JLL CEO Christian Ulbrich said the market was adapting to the “higher-for-longer interest rate environment,” and that pricing for “the very best assets is beginning to stabilize in the U.S., UK and Australia, but prices have declined 15% to 35% from peak levels.”
Newmark CEO Barry Gosin thinks buildings are going to have to begin trading by the back half of this year regardless of the rate environment. Gosin said on the firm’s earnings call that he is positioning Newmark, which saw revenue rise 4.9% year-over-year to $546.5M, to get a piece of deals from the $2T in U.S. and commercial mortgages coming due in the next three years.

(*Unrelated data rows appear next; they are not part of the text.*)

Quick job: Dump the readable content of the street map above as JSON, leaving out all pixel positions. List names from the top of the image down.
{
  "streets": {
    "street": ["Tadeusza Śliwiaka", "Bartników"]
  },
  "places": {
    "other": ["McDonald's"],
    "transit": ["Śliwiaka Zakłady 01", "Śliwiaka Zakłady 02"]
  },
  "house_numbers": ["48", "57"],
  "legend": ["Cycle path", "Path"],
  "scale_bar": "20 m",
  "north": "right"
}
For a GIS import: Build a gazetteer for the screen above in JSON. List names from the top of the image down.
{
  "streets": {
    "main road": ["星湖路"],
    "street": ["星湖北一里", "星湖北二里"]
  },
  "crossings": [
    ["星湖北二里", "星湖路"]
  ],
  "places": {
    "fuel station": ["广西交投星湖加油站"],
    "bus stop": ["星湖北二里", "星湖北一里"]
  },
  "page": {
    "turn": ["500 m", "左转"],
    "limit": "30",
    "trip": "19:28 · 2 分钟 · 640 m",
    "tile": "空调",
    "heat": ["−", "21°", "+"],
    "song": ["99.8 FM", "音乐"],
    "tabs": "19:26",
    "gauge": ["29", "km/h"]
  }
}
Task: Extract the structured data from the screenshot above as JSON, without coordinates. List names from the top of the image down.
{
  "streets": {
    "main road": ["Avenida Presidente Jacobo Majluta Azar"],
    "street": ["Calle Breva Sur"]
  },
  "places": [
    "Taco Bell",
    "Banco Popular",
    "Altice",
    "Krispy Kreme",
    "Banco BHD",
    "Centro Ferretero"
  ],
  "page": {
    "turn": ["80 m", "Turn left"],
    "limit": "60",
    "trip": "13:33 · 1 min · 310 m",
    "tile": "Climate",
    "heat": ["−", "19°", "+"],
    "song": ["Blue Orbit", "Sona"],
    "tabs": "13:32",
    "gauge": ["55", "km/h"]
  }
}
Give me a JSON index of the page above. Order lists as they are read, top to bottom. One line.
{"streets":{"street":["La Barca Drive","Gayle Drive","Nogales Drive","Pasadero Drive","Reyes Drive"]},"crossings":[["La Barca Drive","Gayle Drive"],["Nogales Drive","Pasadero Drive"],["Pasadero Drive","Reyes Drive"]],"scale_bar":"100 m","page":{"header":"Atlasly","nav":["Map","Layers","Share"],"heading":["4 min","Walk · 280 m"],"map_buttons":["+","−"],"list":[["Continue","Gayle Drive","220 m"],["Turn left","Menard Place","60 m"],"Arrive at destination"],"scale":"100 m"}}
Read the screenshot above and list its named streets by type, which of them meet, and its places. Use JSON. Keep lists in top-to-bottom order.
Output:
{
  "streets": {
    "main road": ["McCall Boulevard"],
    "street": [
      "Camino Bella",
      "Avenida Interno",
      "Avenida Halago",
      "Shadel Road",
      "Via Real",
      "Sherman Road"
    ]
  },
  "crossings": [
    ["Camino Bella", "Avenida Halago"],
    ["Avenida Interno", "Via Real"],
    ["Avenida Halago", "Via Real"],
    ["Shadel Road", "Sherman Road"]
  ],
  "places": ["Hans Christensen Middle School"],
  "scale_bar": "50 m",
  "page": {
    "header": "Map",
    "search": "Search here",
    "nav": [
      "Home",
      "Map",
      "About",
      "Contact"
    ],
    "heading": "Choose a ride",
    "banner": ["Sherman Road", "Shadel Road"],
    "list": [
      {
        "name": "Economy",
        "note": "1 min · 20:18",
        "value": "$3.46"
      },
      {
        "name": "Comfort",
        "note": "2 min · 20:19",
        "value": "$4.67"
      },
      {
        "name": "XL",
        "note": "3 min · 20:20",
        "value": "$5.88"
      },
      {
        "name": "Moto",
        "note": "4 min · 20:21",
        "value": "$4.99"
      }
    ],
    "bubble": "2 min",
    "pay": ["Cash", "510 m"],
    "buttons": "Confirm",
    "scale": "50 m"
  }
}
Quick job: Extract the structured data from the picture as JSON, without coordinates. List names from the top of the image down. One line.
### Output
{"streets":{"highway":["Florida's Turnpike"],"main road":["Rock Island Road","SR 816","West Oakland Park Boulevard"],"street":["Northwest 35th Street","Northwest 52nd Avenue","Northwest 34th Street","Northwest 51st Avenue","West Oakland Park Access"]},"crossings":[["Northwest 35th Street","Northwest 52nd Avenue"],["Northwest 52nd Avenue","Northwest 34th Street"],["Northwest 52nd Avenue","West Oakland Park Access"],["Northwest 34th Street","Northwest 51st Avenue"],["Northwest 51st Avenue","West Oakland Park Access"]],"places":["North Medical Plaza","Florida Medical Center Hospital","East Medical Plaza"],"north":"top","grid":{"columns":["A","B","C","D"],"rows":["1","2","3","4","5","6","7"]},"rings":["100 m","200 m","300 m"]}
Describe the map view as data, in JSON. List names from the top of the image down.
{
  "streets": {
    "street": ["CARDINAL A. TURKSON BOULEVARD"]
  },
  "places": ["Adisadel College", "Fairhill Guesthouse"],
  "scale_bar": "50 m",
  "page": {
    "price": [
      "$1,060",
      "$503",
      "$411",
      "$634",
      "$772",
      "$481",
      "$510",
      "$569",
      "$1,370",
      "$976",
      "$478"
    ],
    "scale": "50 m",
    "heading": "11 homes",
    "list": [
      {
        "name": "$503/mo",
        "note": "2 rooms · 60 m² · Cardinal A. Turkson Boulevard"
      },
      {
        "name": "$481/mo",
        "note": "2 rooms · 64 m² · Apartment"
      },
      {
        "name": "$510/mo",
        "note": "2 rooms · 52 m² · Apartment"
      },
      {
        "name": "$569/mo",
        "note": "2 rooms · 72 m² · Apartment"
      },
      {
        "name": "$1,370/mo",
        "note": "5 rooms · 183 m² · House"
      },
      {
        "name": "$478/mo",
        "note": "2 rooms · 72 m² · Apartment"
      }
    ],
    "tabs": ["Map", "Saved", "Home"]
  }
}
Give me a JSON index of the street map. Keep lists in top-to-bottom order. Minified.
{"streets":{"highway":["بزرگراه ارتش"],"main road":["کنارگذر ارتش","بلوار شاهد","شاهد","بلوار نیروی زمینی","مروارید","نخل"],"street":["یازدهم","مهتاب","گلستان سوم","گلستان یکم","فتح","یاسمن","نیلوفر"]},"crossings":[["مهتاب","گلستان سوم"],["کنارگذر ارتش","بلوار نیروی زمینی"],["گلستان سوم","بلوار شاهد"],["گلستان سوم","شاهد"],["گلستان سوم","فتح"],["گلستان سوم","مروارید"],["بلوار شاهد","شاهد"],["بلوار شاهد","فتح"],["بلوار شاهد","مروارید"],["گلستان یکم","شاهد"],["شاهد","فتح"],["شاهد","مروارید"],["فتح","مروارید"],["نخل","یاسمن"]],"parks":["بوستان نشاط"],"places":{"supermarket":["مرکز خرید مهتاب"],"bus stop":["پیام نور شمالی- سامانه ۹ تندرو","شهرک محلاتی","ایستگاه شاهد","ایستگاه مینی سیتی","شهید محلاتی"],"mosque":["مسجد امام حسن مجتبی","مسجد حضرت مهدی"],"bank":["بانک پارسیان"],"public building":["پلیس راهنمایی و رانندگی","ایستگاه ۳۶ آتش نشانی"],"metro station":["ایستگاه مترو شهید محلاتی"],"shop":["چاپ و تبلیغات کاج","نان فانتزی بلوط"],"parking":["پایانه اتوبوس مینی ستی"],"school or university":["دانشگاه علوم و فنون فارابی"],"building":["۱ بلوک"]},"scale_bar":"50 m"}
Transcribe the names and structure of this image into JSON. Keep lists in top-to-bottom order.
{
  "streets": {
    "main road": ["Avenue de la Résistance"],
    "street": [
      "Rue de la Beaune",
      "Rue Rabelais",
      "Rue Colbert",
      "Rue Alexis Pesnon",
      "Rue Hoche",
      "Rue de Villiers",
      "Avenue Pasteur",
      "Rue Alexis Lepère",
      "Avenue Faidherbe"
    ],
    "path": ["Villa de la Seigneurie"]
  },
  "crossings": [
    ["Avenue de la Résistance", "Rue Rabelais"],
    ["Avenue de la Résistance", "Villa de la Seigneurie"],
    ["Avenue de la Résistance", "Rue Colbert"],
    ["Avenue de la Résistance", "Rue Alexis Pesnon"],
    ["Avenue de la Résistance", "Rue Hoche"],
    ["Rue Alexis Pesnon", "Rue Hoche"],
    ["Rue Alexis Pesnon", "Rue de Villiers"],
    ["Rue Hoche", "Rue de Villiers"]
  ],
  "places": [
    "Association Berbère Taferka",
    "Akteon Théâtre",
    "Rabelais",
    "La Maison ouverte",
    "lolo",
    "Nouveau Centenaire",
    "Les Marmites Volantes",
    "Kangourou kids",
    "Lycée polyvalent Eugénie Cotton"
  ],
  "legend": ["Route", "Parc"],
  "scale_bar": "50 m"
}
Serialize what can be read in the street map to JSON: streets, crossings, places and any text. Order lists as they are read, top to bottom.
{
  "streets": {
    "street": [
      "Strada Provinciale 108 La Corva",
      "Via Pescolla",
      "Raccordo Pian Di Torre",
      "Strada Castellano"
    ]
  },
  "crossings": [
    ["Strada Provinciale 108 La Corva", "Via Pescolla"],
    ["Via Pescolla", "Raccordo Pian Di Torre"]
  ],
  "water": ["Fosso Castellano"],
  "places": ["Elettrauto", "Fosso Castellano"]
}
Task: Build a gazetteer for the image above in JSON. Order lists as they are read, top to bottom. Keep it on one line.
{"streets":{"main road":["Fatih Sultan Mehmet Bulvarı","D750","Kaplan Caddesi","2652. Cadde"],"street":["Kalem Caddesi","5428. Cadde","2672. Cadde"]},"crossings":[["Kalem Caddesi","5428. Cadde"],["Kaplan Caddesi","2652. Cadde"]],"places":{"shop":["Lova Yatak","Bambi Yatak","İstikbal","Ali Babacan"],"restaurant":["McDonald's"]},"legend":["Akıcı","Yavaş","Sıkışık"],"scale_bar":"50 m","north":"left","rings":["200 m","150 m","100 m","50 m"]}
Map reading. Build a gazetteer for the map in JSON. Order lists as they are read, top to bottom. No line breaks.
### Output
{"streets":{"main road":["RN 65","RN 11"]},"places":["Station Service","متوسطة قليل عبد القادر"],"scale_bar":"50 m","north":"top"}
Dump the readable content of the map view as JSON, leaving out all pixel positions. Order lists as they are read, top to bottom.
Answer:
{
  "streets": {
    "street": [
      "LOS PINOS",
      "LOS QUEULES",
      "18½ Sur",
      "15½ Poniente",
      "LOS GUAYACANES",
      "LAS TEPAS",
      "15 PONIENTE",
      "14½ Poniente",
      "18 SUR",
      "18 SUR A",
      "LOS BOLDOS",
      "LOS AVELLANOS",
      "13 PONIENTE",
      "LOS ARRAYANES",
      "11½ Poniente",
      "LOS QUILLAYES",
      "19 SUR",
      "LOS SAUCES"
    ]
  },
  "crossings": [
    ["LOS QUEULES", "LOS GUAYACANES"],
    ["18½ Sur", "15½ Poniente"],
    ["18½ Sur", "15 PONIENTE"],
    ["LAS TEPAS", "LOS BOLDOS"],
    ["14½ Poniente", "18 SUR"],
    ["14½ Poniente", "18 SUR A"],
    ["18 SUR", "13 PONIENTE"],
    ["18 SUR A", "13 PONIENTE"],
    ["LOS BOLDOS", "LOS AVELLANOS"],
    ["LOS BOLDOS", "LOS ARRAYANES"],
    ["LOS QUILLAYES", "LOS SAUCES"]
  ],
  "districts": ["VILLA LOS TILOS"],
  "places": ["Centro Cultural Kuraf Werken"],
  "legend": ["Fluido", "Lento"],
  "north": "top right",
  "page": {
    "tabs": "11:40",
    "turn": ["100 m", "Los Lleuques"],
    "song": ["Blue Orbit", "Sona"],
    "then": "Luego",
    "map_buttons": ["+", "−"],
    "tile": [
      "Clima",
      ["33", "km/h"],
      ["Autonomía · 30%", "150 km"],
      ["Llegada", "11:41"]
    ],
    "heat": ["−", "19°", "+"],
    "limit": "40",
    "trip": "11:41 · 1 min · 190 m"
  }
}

Property owners and lenders have been involved in a “bit of a Kabuki dance” in recent quarters to keep loans from going sideways, Gosin said, but “ultimately it all plays out.”
“The opportunity is there,” he said. “It's just a question of exactly when and how, but it will happen.”
Several firms are looking at the current market dislocation and eyeing strategic acquisitions to make and brokers to recruit.
Newmark took on $600M in new senior debt in Q1 as it looks for deals like the $115M acquisition of Gerald Eve it executed in May 2023. That acquisition, and the opening of a flagship office in France, helped push Newmark’s noncompensation expenses up 14.4% year-over-year in the quarter to $189.5M.
“We are at the beginning of a once-in-a-generation opportunity for Newmark to grow its business,” Gosin said.
Colliers is also looking to expand, earmarking $1B to make strategic purchases this year, McLernon said on the firm’s earnings call.
“With the $300M equity offering completed during the first quarter, we are well-positioned with more than $1B in available liquidity to execute on acquisition opportunities as the year unfolds,” he said.
J.P. Morgan analysts, in a note to clients after CBRE’s earnings call, said they expect leasing growth to continue through the year at all the major brokerage firms as more corporate tenants make decisions that were delayed by the pandemic. But they pointed out that a macroeconomic shift could flip that balance.
“The continued strength in the economy is an underpinning to better leasing, while that same economic strength keeps interest rates higher and thus potentially delaying more investment sales activity,” the analysts wrote.